- [Data section]:
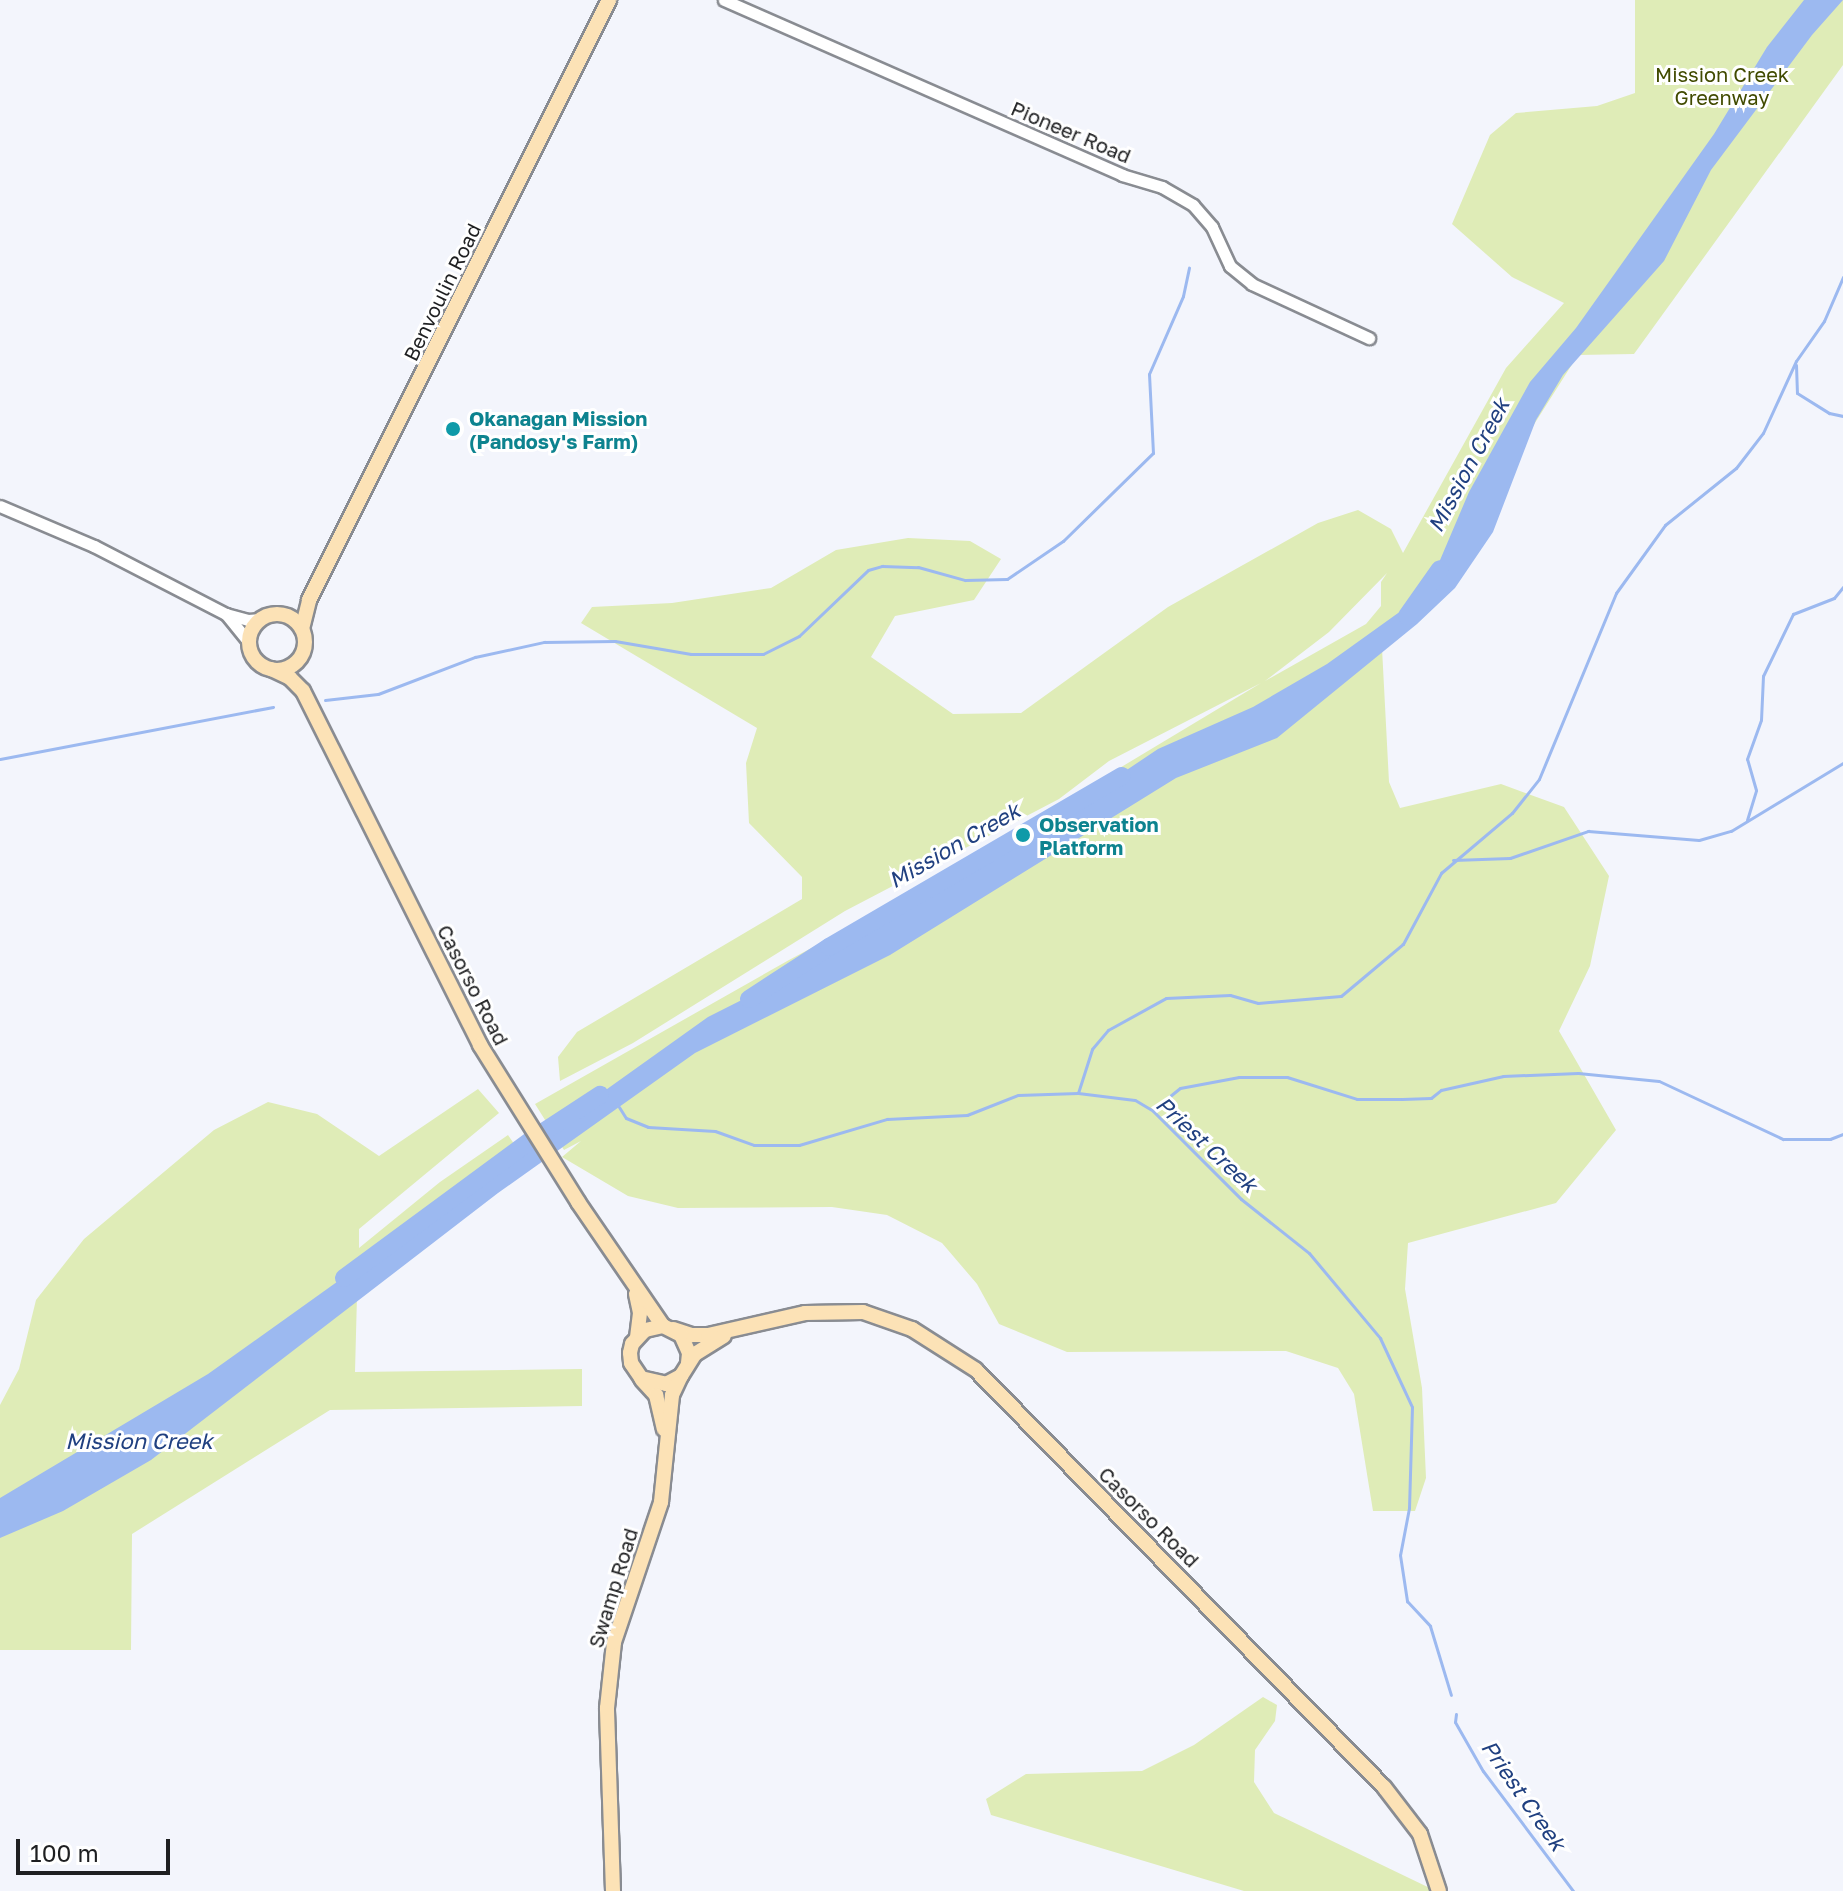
<!DOCTYPE html>
<html>
<head>
<meta charset="utf-8">
<style>
	body { margin:0 }
	#map { position:relative; width:1843px; height:1891px; overflow:hidden; background:#f3f5fc; font-family:"Golos Text",sans-serif }
	div>[style] { position:absolute }
	.green>* { inset:0; background:#dfecb7 }
	.water>* { inset:0; background:#9cb9f0 }
	.stream>* { height:3px; margin:-1.5px; padding:0 1.5px; transform-origin:1.5px; border-radius:1.5px; background:#9cb9f0 }
	.river>* { height:18px; margin:-9px; padding:0 9px; transform-origin:9px; border-radius:9px; background:#9cb9f0 }
	.roads { filter:drop-shadow(2px 0 #898c92) drop-shadow(-2px 0 #898c92) drop-shadow(0 2px #898c92) drop-shadow(0 -2px #898c92) }
	.minor>* { height:11px; margin:-5.5px; padding:0 5.5px; transform-origin:5.5px; border-radius:5.5px; background:#fff }
	.major>* { height:14px; margin:-7px; padding:0 7px; transform-origin:7px; border-radius:7px; background:#fce2b6 }
	.major>.ring { margin:-7px; padding:0; box-sizing:content-box; background:none; border:14px solid #fce2b6; border-radius:50% }
	.dots>* { width:22px; height:22px; translate:-50% -50%; box-sizing:border-box; border:4px solid #fff; border-radius:50% }
	span { translate:-50% -50%; white-space:nowrap; text-align:center; line-height:1.15; -webkit-text-stroke:6px #fff; paint-order:stroke }
	.park-label { font-size:20px; color:#414b00 }
	.street-label { font-size:20px; color:#1e1f21 }
	.culture-label { font-size:20px; color:#0d838f; font-weight:700 }
	.left { translate:0 -50%; text-align:left }
	.water-label { font-size:22px; color:#204080; font-style:italic }
	.scale { position:absolute; left:16px; top:1839px; width:154px; height:36px; box-sizing:border-box; border:4px solid #1e1f21; border-top:0; padding-left:10px; font-size:24px; line-height:28px; white-space:nowrap; color:#1e1f21; -webkit-text-stroke:6px #fff; paint-order:stroke }
</style>
</head>
<body>
<div id="map">
	<div class="green">
		<div style="clip-path:polygon(evenodd,1635px 0,1843px 0,1843px 65px,1634px 354px,1578px 355px,1398px 639px,1382px 648px,1389px 782px,1400px 808px,1501px 784px,1564px 807px,1609px 876px,1590px 966px,1559px 1031px,1616px 1130px,1556px 1203px,1408px 1243px,1405px 1289px,1422px 1388px,1426px 1478px,1415px 1511px,1373px 1511px,1354px 1394px,1338px 1368px,1286px 1351px,1067px 1352px,999px 1324px,977px 1284px,942px 1243px,887px 1215px,832px 1207px,678px 1208px,628px 1196px,562px 1157px,581px 1141px,564px 1150px,535px 1104px,789px 960px,1012px 841px,1118px 769px,1261px 683px,1109px 761px,1059px 799px,845px 911px,633px 1043px,560px 1081px,558px 1057px,577px 1032px,802px 899px,802px 877px,749px 823px,746px 763px,757px 728px,581px 623px,592px 607px,672px 603px,771px 588px,836px 550px,908px 538px,970px 541px,1001px 559px,974px 600px,895px 616px,871px 657px,953px 714px,1021px 713px,1168px 607px,1318px 523px,1358px 510px,1391px 529px,1403px 553px,1506px 368px,1564px 303px,1512px 277px,1452px 224px,1490px 135px,1516px 113px,1597px 106px,1635px 93px,1635px 0,1387px 573px,1381px 582px,1381px 606px,1366px 624px,1265px 681px,1329px 632px,1387px 573px)"></div>
		<div style="clip-path:polygon(478px 1089px,499px 1113px,359px 1229px,359px 1248px,440px 1182px,508px 1135px,527px 1163px,357px 1296px,355px 1372px,582px 1369px,582px 1406px,330px 1410px,132px 1534px,131px 1650px,0 1650px,0 1405px,19px 1369px,36px 1300px,84px 1239px,214px 1130px,268px 1102px,317px 1114px,379px 1156px)"></div>
		<div style="clip-path:polygon(1263px 1697px,1277px 1705px,1275px 1721px,1255px 1750px,1254px 1782px,1274px 1813px,1436px 1891px,1244px 1891px,991px 1815px,986px 1799px,1026px 1774px,1142px 1771px,1194px 1745px)"></div>
	</div>
	<div class="water">
		<div style="clip-path:polygon(1804px 0,1843px 0,1812px 35px,1711px 170px,1664px 261px,1563px 375px,1536px 420px,1493px 532px,1455px 588px,1417px 624px,1277px 738px,1176px 778px,890px 955px,695px 1053px,498px 1193px,151px 1460px,63px 1511px,0 1538px,0 1498px,208px 1374px,708px 1017px,821px 960px,906px 903px,1003px 853px,1158px 749px,1253px 707px,1327px 664px,1426px 593px,1469px 492px,1530px 382px,1576px 328px,1714px 134px,1767px 47px)"></div>
	</div>
	<div class="stream">
		<div style="left:1796px;top:365px;width:28px;rotate:88deg"></div>
		<div style="left:1797px;top:393px;width:38px;rotate:32deg"></div>
		<div style="left:1829px;top:413px;width:14px;rotate:12deg"></div>
		<div style="left:325px;top:700px;width:53px;rotate:-6.5deg"></div>
		<div style="left:378px;top:694px;width:104px;rotate:-20.9deg"></div>
		<div style="left:475px;top:657px;width:71px;rotate:-12.3deg"></div>
		<div style="left:544px;top:642px;width:71px;rotate:-0.8deg"></div>
		<div style="left:615px;top:641px;width:77px;rotate:9.7deg"></div>
		<div style="left:691px;top:654px;width:72px"></div>
		<div style="left:763px;top:654px;width:40px;rotate:-26.6deg"></div>
		<div style="left:799px;top:636px;width:95px;rotate:-43.7deg"></div>
		<div style="left:868px;top:570px;width:15px;rotate:-16deg"></div>
		<div style="left:882px;top:566px;width:36px;rotate:2deg"></div>
		<div style="left:918px;top:567px;width:49px;rotate:15.5deg"></div>
		<div style="left:965px;top:580px;width:42px;rotate:-1.4deg"></div>
		<div style="left:1007px;top:579px;width:68px;rotate:-34.2deg"></div>
		<div style="left:1063px;top:541px;width:126px;rotate:-44.4deg"></div>
		<div style="left:1153px;top:453px;width:79px;rotate:-92.9deg"></div>
		<div style="left:1149px;top:374px;width:85px;rotate:-66.4deg"></div>
		<div style="left:1183px;top:296px;width:29px;rotate:-78deg"></div>
		<div style="left:0;top:759px;width:278px;rotate:-10.8deg"></div>
		<div style="left:1747px;top:820px;width:31px;rotate:-73deg"></div>
		<div style="left:1756px;top:790px;width:32px;rotate:-106deg"></div>
		<div style="left:1747px;top:759px;width:41px;rotate:-70.3deg"></div>
		<div style="left:1761px;top:720px;width:44px;rotate:-87.4deg"></div>
		<div style="left:1763px;top:676px;width:69px;rotate:-64.2deg"></div>
		<div style="left:1793px;top:614px;width:44px;rotate:-21.3deg"></div>
		<div style="left:1834px;top:598px;width:14px;rotate:-51deg"></div>
		<div style="left:1453px;top:860px;width:57px;rotate:-2deg"></div>
		<div style="left:1510px;top:858px;width:83px;rotate:-19.1deg"></div>
		<div style="left:1588px;top:831px;width:111px;rotate:4.6deg"></div>
		<div style="left:1699px;top:840px;width:33px;rotate:-16deg"></div>
		<div style="left:1731px;top:831px;width:131px;rotate:-31.3deg"></div>
		<div style="left:1078px;top:1093px;width:46px;rotate:-72.3deg"></div>
		<div style="left:1092px;top:1049px;width:25px;rotate:-50deg"></div>
		<div style="left:1108px;top:1030px;width:66px;rotate:-28.9deg"></div>
		<div style="left:1166px;top:998px;width:64px;rotate:-2.7deg"></div>
		<div style="left:1230px;top:995px;width:29px;rotate:16deg"></div>
		<div style="left:1258px;top:1003px;width:83px;rotate:-4.8deg"></div>
		<div style="left:1341px;top:996px;width:81px;rotate:-40deg"></div>
		<div style="left:1403px;top:944px;width:81px;rotate:-61.8deg"></div>
		<div style="left:1441px;top:873px;width:93px;rotate:-40.2deg"></div>
		<div style="left:1512px;top:813px;width:43px;rotate:-51.5deg"></div>
		<div style="left:1539px;top:779px;width:201px;rotate:-67.5deg"></div>
		<div style="left:1616px;top:593px;width:84px;rotate:-54.2deg"></div>
		<div style="left:1665px;top:525px;width:91px;rotate:-38.8deg"></div>
		<div style="left:1736px;top:468px;width:44px;rotate:-52.4deg"></div>
		<div style="left:1763px;top:433px;width:79px;rotate:-65.4deg"></div>
		<div style="left:1796px;top:361px;width:49px;rotate:-55deg"></div>
		<div style="left:1824px;top:321px;width:48px;rotate:-66.6deg"></div>
		<div style="left:619px;top:1107px;width:13px;rotate:58deg"></div>
		<div style="left:626px;top:1118px;width:24px;rotate:22deg"></div>
		<div style="left:648px;top:1127px;width:67px;rotate:3.4deg"></div>
		<div style="left:715px;top:1131px;width:41px;rotate:19.7deg"></div>
		<div style="left:754px;top:1145px;width:45px"></div>
		<div style="left:799px;top:1145px;width:92px;rotate:-16.5deg"></div>
		<div style="left:887px;top:1119px;width:80px;rotate:-2.9deg"></div>
		<div style="left:967px;top:1115px;width:55px;rotate:-21.4deg"></div>
		<div style="left:1018px;top:1095px;width:60px;rotate:-1.9deg"></div>
		<div style="left:1078px;top:1093px;width:57px;rotate:7deg"></div>
		<div style="left:1135px;top:1100px;width:21px;rotate:31deg"></div>
		<div style="left:1153px;top:1111px;width:124px;rotate:45deg"></div>
		<div style="left:1241px;top:1199px;width:87px;rotate:38.5deg"></div>
		<div style="left:1309px;top:1253px;width:111px;rotate:50.1deg"></div>
		<div style="left:1380px;top:1338px;width:76px;rotate:65.1deg"></div>
		<div style="left:1412px;top:1407px;width:101px;rotate:91.7deg"></div>
		<div style="left:1409px;top:1508px;width:48px;rotate:100.8deg"></div>
		<div style="left:1400px;top:1555px;width:47px;rotate:81.3deg"></div>
		<div style="left:1407px;top:1601px;width:34px;rotate:47deg"></div>
		<div style="left:1430px;top:1626px;width:72px;rotate:73.1deg"></div>
		<div style="left:1154px;top:1109px;width:33px;rotate:-39deg"></div>
		<div style="left:1180px;top:1088px;width:60px;rotate:-10.6deg"></div>
		<div style="left:1239px;top:1077px;width:48px"></div>
		<div style="left:1287px;top:1077px;width:73px;rotate:17.4deg"></div>
		<div style="left:1357px;top:1099px;width:45px"></div>
		<div style="left:1402px;top:1099px;width:29px;rotate:-2deg"></div>
		<div style="left:1431px;top:1098px;width:13px;rotate:-39deg"></div>
		<div style="left:1441px;top:1090px;width:64px;rotate:-12.7deg"></div>
		<div style="left:1503px;top:1076px;width:75px;rotate:-2.3deg"></div>
		<div style="left:1578px;top:1073px;width:81px;rotate:5.6deg"></div>
		<div style="left:1659px;top:1081px;width:137px;rotate:25.1deg"></div>
		<div style="left:1783px;top:1139px;width:47px"></div>
		<div style="left:1830px;top:1139px;width:14px;rotate:-21deg"></div>
		<div style="left:1456px;top:1714px;width:8px;rotate:97deg"></div>
		<div style="left:1455px;top:1722px;width:56px;rotate:60.3deg"></div>
		<div style="left:1483px;top:1771px;width:150px;rotate:53.1deg"></div>
	</div>
	<div class="river">
		<div style="left:1407px;top:616px;width:57px;rotate:-54.9deg"></div>
		<div style="left:749px;top:999px;width:95px;rotate:-33deg"></div>
		<div style="left:829px;top:947px;width:339px;rotate:-30.3deg"></div>
		<div style="left:344px;top:1278px;width:236px;rotate:-36.4deg"></div>
		<div style="left:534px;top:1138px;width:79px;rotate:-33.1deg"></div>
	</div>
	<div class="roads">
		<div class="minor">
			<div style="left:724px;top:0;width:435px;rotate:23.7deg"></div>
			<div style="left:1122px;top:175px;width:42px;rotate:16.7deg"></div>
			<div style="left:1162px;top:187px;width:36px;rotate:30deg"></div>
			<div style="left:1193px;top:205px;width:29px;rotate:49deg"></div>
			<div style="left:1212px;top:227px;width:43px;rotate:65.2deg"></div>
			<div style="left:1230px;top:266px;width:28px;rotate:39deg"></div>
			<div style="left:1252px;top:284px;width:129px;rotate:24.8deg"></div>
			<div style="left:0;top:506px;width:102px;rotate:23.1deg"></div>
			<div style="left:94px;top:546px;width:148px;rotate:27.3deg"></div>
			<div style="left:226px;top:614px;width:23px;rotate:15deg"></div>
			<div style="left:248px;top:620px;width:13px;rotate:-4deg"></div>
			<div style="left:226px;top:614px;width:36px;rotate:51deg"></div>
		</div>
		<div class="major">
			<div class="ring" style="left:249px;top:614px;width:42px;height:42px"></div>
			<div style="left:302px;top:629px;width:30px;rotate:-76deg"></div>
			<div style="left:309px;top:600px;width:671px;rotate:-63.43deg"></div>
			<div style="left:271px;top:669px;width:21px;rotate:25deg"></div>
			<div style="left:290px;top:678px;width:18px;rotate:45deg"></div>
			<div style="left:303px;top:691px;width:396px;rotate:63.4deg"></div>
			<div style="left:480px;top:1045px;width:185px;rotate:58deg"></div>
			<div style="left:578px;top:1202px;width:150px;rotate:55.6deg"></div>
			<div style="left:636px;top:1294px;width:19px;rotate:78deg"></div>
			<div style="left:640px;top:1313px;width:23px;rotate:97deg"></div>
			<div style="left:673px;top:1329px;width:20px;rotate:18deg"></div>
			<div style="left:692px;top:1335px;width:16px"></div>
			<div style="left:708px;top:1335px;width:99px;rotate:-12.8deg"></div>
			<div style="left:805px;top:1313px;width:58px;rotate:-1deg"></div>
			<div style="left:863px;top:1312px;width:52px;rotate:19.1deg"></div>
			<div style="left:912px;top:1329px;width:76px;rotate:32.6deg"></div>
			<div style="left:976px;top:1370px;width:583px;rotate:45.63deg"></div>
			<div style="left:1384px;top:1787px;width:59px;rotate:52.5deg"></div>
			<div style="left:1420px;top:1834px;width:60px;rotate:71.6deg"></div>
			<div style="left:688px;top:1363px;width:10px;rotate:-84deg"></div>
			<div style="left:689px;top:1353px;width:20px;rotate:-114deg"></div>
			<div style="left:681px;top:1335px;width:20px;rotate:-153deg"></div>
			<div style="left:663px;top:1326px;width:18px;rotate:167deg"></div>
			<div style="left:645px;top:1330px;width:19px;rotate:133deg"></div>
			<div style="left:632px;top:1344px;width:9px;rotate:103deg"></div>
			<div style="left:630px;top:1353px;width:10px;rotate:84deg"></div>
			<div style="left:631px;top:1363px;width:18px;rotate:56deg"></div>
			<div style="left:641px;top:1378px;width:26px;rotate:13deg"></div>
			<div style="left:666px;top:1384px;width:17px;rotate:-28deg"></div>
			<div style="left:681px;top:1376px;width:26px;rotate:-58deg"></div>
			<div style="left:695px;top:1354px;width:34px;rotate:-32deg"></div>
			<div style="left:642px;top:1380px;width:21px;rotate:47deg"></div>
			<div style="left:656px;top:1395px;width:35px;rotate:77deg"></div>
			<div style="left:613px;top:1891px;width:183px;rotate:-91.9deg"></div>
			<div style="left:607px;top:1708px;width:66px;rotate:-83.9deg"></div>
			<div style="left:614px;top:1642px;width:148px;rotate:-71.4deg"></div>
			<div style="left:661px;top:1502px;width:108px;rotate:-84.1deg"></div>
			<div style="left:672px;top:1395px;width:21px;rotate:-65deg"></div>
		</div>
	</div>
	<div class="dots">
		<div style="left:453px;top:429px;background:#0f9aa8"></div>
		<div style="left:1023px;top:835px;background:#0f9aa8"></div>
	</div>
	<div class="park-label">
		<span style="left:1722px;top:86px">Mission Creek<br>Greenway</span>
	</div>
	<div class="street-label">
		<span style="left:1071px;top:132px;rotate:23deg">Pioneer Road</span>
		<span style="left:442px;top:292px;rotate:-64deg">Benvoulin Road</span>
		<span style="left:473px;top:985px;rotate:63deg">Casorso Road</span>
		<span style="left:1149px;top:1517px;rotate:45deg">Casorso Road</span>
		<span style="left:613px;top:1588px;rotate:-73deg">Swamp Road</span>
	</div>
	<div class="culture-label">
		<span class="left" style="left:469px;top:430px">Okanagan Mission<br>(Pandosy's Farm)</span>
		<span class="left" style="left:1039px;top:836px">Observation<br>Platform</span>
	</div>
	<div class="water-label">
		<span style="left:1468px;top:465px;rotate:-62deg">Mission Creek</span>
		<span style="left:954px;top:845px;rotate:-30deg">Mission Creek</span>
		<span style="left:1207px;top:1144px;rotate:43deg">Priest Creek</span>
		<span style="left:139px;top:1441px">Mission Creek</span>
		<span style="left:1524px;top:1795px;rotate:55deg">Priest Creek</span>
	</div>
	<div class="scale">100 m</div>
</div>
</body>
</html>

- [Problem details]: Check each line of the listing above, and copy it if it contains the word "park".

- [Response area]:
	.park-label { font-size:20px; color:#414b00 }
	<div class="park-label">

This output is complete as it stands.